All about our Healthy Diet Plan for 2019

All about our Healthy Diet Plan for 2019

With triple-testing and careful nutritional analysis, we believe we’ve developed the perfect formula to boost health and wellbeing in the most delicious way possible.

Our latest plan serves two people for one week and brings you 19 brand-new recipes that are quick, easy, practical and minimise waste. When you sign up, you’ll receive an email that will give you access to everything you need to follow the plan. You can:

  • Choose between the meat-eaters’ menu or the vegetarian plan
  • Get a printable shopping list, so you can buy everything in one trip
  • Customise the plan to suit your lifestyle by adding snacks or swapping recipes
  • Read expert tips, tricks and extra inspiration to help you continue eating well once you’ve finished the plan

What are the benefits of this plan?

Whether you’re aiming to lose weight, increase your energy levels or just glow with health, our Healthy Diet Plans are here to help. We’ve combined new recipes with expert tips from our nutritionist, Kerry Torrens (MBANT), to bring you a seven-day menu that will help you to look and feel fantastic.

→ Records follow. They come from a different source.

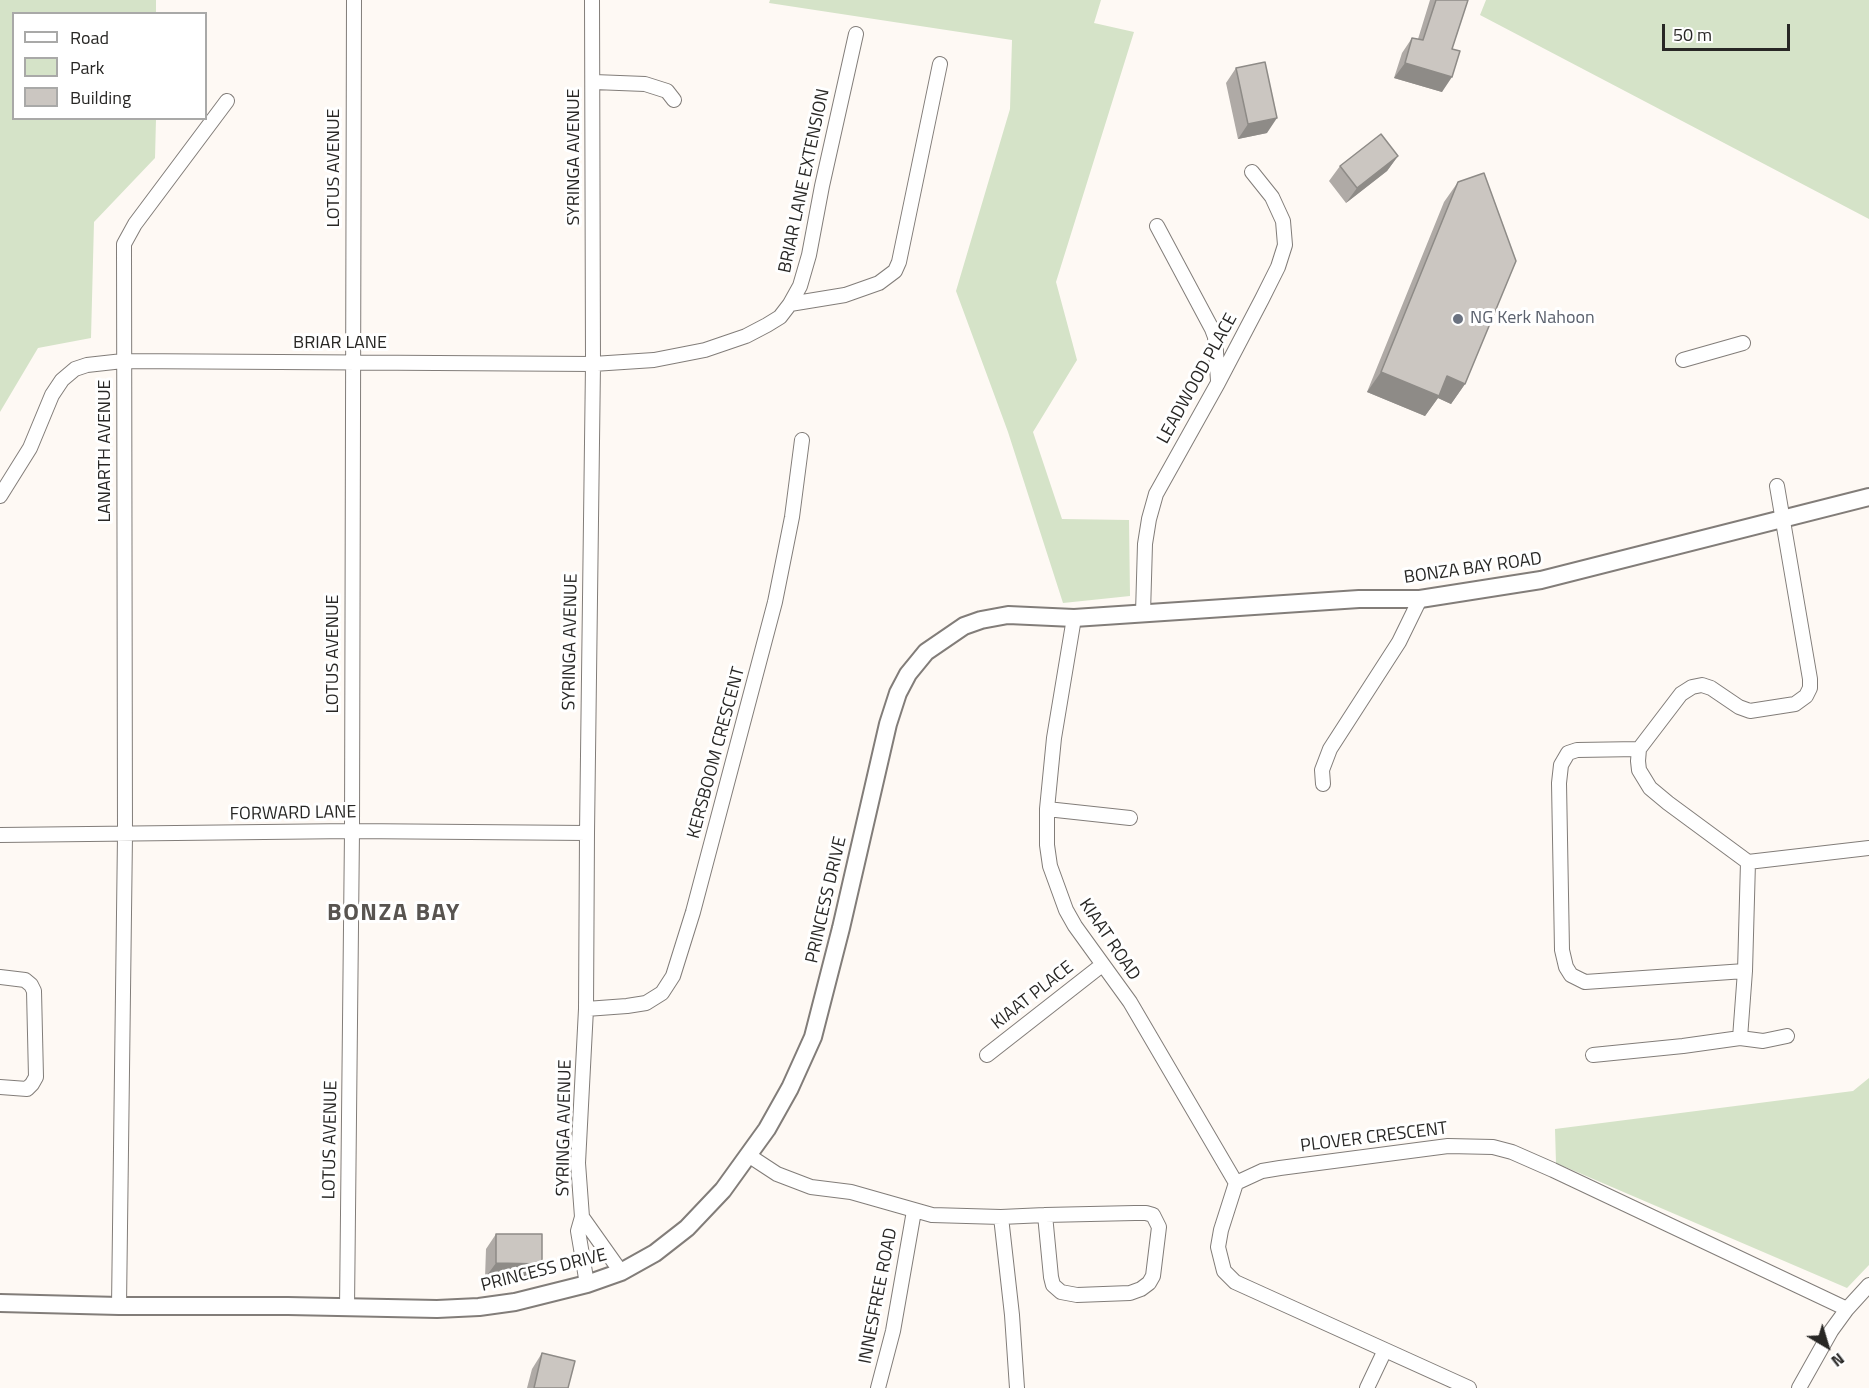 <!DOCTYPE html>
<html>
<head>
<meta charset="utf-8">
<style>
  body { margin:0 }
  #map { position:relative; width:1869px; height:1388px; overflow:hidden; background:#fef9f4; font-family:"Titillium Web",sans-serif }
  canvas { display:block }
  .legend { position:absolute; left:12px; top:12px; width:195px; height:108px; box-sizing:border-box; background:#fff; border:2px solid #a9a9a8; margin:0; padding:8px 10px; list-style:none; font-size:18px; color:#282725 }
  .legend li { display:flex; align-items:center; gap:12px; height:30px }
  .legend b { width:30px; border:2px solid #a9a9a8 }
  .north { position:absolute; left:1797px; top:1316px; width:60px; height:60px; -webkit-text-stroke:4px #fff; paint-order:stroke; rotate:142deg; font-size:16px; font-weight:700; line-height:24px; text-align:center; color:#282725 }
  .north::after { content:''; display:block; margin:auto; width:21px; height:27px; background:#282725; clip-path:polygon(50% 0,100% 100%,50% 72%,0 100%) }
  .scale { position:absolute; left:1662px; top:24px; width:128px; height:27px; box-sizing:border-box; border:3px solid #282725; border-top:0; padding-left:8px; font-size:18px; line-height:21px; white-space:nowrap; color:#282725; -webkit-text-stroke:4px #fff; paint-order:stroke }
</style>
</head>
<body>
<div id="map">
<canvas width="1869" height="1388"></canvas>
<ul class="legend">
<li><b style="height:8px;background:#fff"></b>Road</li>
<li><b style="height:16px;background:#d5e3c8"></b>Park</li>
<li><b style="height:16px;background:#cbc6c1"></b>Building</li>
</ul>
<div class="north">N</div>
<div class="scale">50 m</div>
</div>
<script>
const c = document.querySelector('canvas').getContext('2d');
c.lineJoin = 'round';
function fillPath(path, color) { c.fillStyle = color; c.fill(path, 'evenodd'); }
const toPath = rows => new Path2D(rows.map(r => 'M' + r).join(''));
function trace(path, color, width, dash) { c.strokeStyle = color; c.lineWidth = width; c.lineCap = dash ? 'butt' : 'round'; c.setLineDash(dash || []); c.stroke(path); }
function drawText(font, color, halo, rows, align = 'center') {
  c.font = font + ' "Titillium Web",sans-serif'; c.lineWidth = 6; c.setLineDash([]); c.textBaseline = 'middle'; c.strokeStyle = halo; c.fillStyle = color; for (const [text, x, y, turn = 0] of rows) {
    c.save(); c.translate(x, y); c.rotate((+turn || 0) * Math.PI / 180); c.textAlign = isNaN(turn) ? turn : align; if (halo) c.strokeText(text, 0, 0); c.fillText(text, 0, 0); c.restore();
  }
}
fillPath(toPath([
  [0,0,156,0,156,13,14,14,14,118,156,119,155,158,94,222,91,338,38,348,0,412],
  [770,0,1101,0,1094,23,1134,32,1056,282,1077,360,1033,432,1062,519,1129,520,1130,596,1063,603,1008,432,956,291,1010,109,1012,40,769,3],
  [1486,0,1869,0,1869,219,1480,15],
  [1869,1078,1869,1265,1847,1288,1556,1163,1555,1129,1853,1091]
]), '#d5e3c8');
const minor = toPath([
  [594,82,645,84,667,91,674,100],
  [1157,226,1212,329,1215,337,1218,381],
  [790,304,845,295,879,283,895,271,899,262,940,64],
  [1683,360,1743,343],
  [1777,486,1810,679,1810,688,1806,696,1795,704,1750,711,1739,707,1711,688,1702,685,1692,687,1681,694,1639,749,1638,761,1639,770,1650,788,1668,803,1748,862,1869,848],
  [0,496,30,448,52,395,62,380,75,369,87,365,123,361,593,364,654,360,705,350,746,336,767,325,780,317,790,304,800,286,809,255,822,186,856,34],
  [1143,613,1145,544,1149,519,1156,494,1218,383,1262,299,1278,267,1285,245,1283,221,1272,197,1252,172],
  [1074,618,1054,738,1047,809,1047,845,1050,866,1066,910,1075,926,1130,1002,1236,1183],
  [1639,749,1577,750,1568,753,1561,765,1559,783,1562,950,1566,967,1571,975,1585,982,1745,971],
  [1323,784,1322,770,1330,749,1399,642,1420,599],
  [1047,809,1130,818],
  [0,835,352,831,587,833],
  [0,977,25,980,31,985,34,991,36,1077,32,1084,27,1089,0,1087],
  [586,1009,627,1006,646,1003,662,993,673,976,693,912,775,602,792,517,802,440],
  [1740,1038,1763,1041,1787,1036],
  [987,1055,1102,965],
  [1593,1055,1683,1046,1740,1038,1745,971,1748,862],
  [748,1155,777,1174,811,1187,851,1192,932,1215,1001,1217,1012,1315,1017,1388],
  [582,1217,621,1272],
  [1001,1217,1045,1215,1135,1213,1146,1213,1153,1215,1159,1227,1153,1276,1149,1283,1141,1289,1130,1293,1077,1295,1061,1292,1053,1285,1051,1277,1045,1215],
  [587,1284,578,1231,582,1217,578,1163,586,1009,587,833,593,364,592,0],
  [119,1306,125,835,124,244,135,224,227,101],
  [347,1308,352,831,354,0],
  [878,1388,893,1331,914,1211],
  [1367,1388,1385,1350],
  [1469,1388,1235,1282,1224,1271,1218,1247,1221,1230,1236,1183,1262,1171,1280,1168,1448,1146,1493,1147,1512,1152,1553,1170,1847,1309],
  [1799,1388,1831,1331,1847,1309,1869,1285]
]);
const tertiary = toPath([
  [0,1303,119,1306,288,1306,437,1309,479,1307,515,1302,587,1284,621,1272,655,1253,687,1228,723,1190,767,1129,790,1088,813,1037,841,928,888,724,898,693,908,674,926,652,964,626,981,620,1008,615,1074,618,1359,599,1420,599,1541,580,1869,497]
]);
trace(minor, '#827d79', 16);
trace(tertiary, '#827d79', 20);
trace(minor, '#fff', 14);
trace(tertiary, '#fff', 16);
fillPath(toPath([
  [1430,0,1468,0,1452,49,1442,92,1394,78,1402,53,1412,38,1418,39],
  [1236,68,1267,133,1238,139,1226,83],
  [1398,156,1387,171,1346,203,1329,181,1340,166],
  [1458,182,1465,384,1451,404,1438,398,1425,416,1367,392,1444,202],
  [496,1234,542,1264,531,1279,485,1278,486,1249],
  [542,1353,568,1388,527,1388,532,1369]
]), '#afaaa6');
fillPath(toPath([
  [1405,63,1452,77,1442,92,1394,78],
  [1277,118,1267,133,1238,139,1248,124],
  [1398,156,1387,171,1346,203,1357,188],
  [1381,372,1447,376,1465,384,1451,404,1438,398,1425,416,1367,392],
  [496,1263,542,1264,531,1279,485,1278]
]), '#8e8b87');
const building = toPath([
  [1436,0,1468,0,1452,49,1460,51,1452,77,1405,63,1412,38,1423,40,1436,0],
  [1265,62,1277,118,1248,124,1236,68,1265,62],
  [1381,134,1398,156,1357,188,1340,166,1381,134],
  [1484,173,1516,261,1465,384,1447,376,1439,396,1381,372,1458,182,1484,173],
  [496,1234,542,1234,542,1264,496,1263,496,1234],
  [542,1353,575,1361,568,1388,534,1388,542,1353]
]);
fillPath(building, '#cbc6c1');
trace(building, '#8e8b87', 1.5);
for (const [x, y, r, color] of [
  [1458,319,6,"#6b7280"]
]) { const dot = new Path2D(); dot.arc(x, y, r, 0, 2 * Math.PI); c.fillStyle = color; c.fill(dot); trace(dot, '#fff', 2); }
drawText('18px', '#282725', '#fff', [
  ["SYRINGA AVENUE",575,157,-90],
  ["LOTUS AVENUE",335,168,-90],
  ["BRIAR LANE EXTENSION",805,181,-78],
  ["BRIAR LANE",340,344],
  ["LEADWOOD PLACE",1198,379,-61],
  ["LANARTH AVENUE",106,451,-90],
  ["BONZA BAY ROAD",1473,569,-8],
  ["SYRINGA AVENUE",571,642,-89],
  ["LOTUS AVENUE",334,654,-90],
  ["KERSBOOM CRESCENT",717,753,-75],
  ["FORWARD LANE",293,814,-1],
  ["PRINCESS DRIVE",827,900,-77],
  ["KIAAT ROAD",1109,940,56],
  ["KIAAT PLACE",1033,996,-38],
  ["SYRINGA AVENUE",565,1128,-89],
  ["PLOVER CRESCENT",1374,1138,-7],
  ["LOTUS AVENUE",331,1140,-89],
  ["PRINCESS DRIVE",544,1271,-14],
  ["INNESFREE ROAD",879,1296,-79]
]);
drawText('18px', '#5b616d', '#fff', [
  ["NG Kerk Nahoon",1470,319]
], 'left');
c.letterSpacing = '1.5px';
drawText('bold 24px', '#585450', '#fff', [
  ["BONZA BAY",394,914]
]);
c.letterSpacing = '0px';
</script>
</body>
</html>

At BBC Good Food, we believe that the healthiest eating is focused around whole, natural foods – and our diet plans follow these principles. All the recipes are packed with healthy fats, lean protein and slow-release carbs, as well as minimising processed products. We’ve also included a variety of meat and vegetarian options throughout the week.

The results? You can expect to…

  • Cut down on added sugar
  • Increase your energy levels
  • Improve your digestion
  • Lose excess weight
  • Support your immune system

Our Healthy Diet Plan recipes are bursting with protective antioxidants, minerals, vitamins and phytonutrients to lift your mood and keep you fuller for longer, helping you feel your very best. We’ve also ensured that each day provides a balance of protein, fats and carbs to help keep blood sugar levels in check while curbing cravings.

About the recipes

When you sign up to the plan, you can access an at-a-glance chart to see your weekly menu. Eaten in the recommended order, each day will deliver an optimal balance of macronutrients. You’ll also achieve all five of your five-a-day (or more!) and keep within the recommended Reference Intakes (RI) for fats, protein, sugar, salt and kcals while following the latest guidance on your intake of ‘free’ sugars.

Our plans provide no more than 1,500 kcals per day and include room to pick and choose from our healthy snack recipes if you like, or if your lifestyle requires a higher calorie intake. For those who want to lose weight, our plan is likely to create a moderate shortfall of daily calories, allowing for steady and controlled weight loss. However, as with any lifestyle or diet change, if you have any concerns or health issues we would encourage you to check with your GP before embarking on our plans. While we recommend following the plan in order, if you want to swap or repeat days, you’ll still reap all the benefits of eating whole, nourishing foods.

The recipes make enough for two people for seven days, and have been written by food writer Sara Buenfeld and analysed by nutritionist Kerry Torrens. You can read more about the nutritional benefits of each recipe, along with Kerry’s top tips for achieving your goals, when you sign up.

We understand that diet plans can be time-consuming, so we’ve given tips for getting ahead and attempted to keep preparation and cooking times to a minimum. We’ve aimed to keep ingredient costs down and reduce waste, although there may be the odd occasion where you can enjoy leftovers for another meal.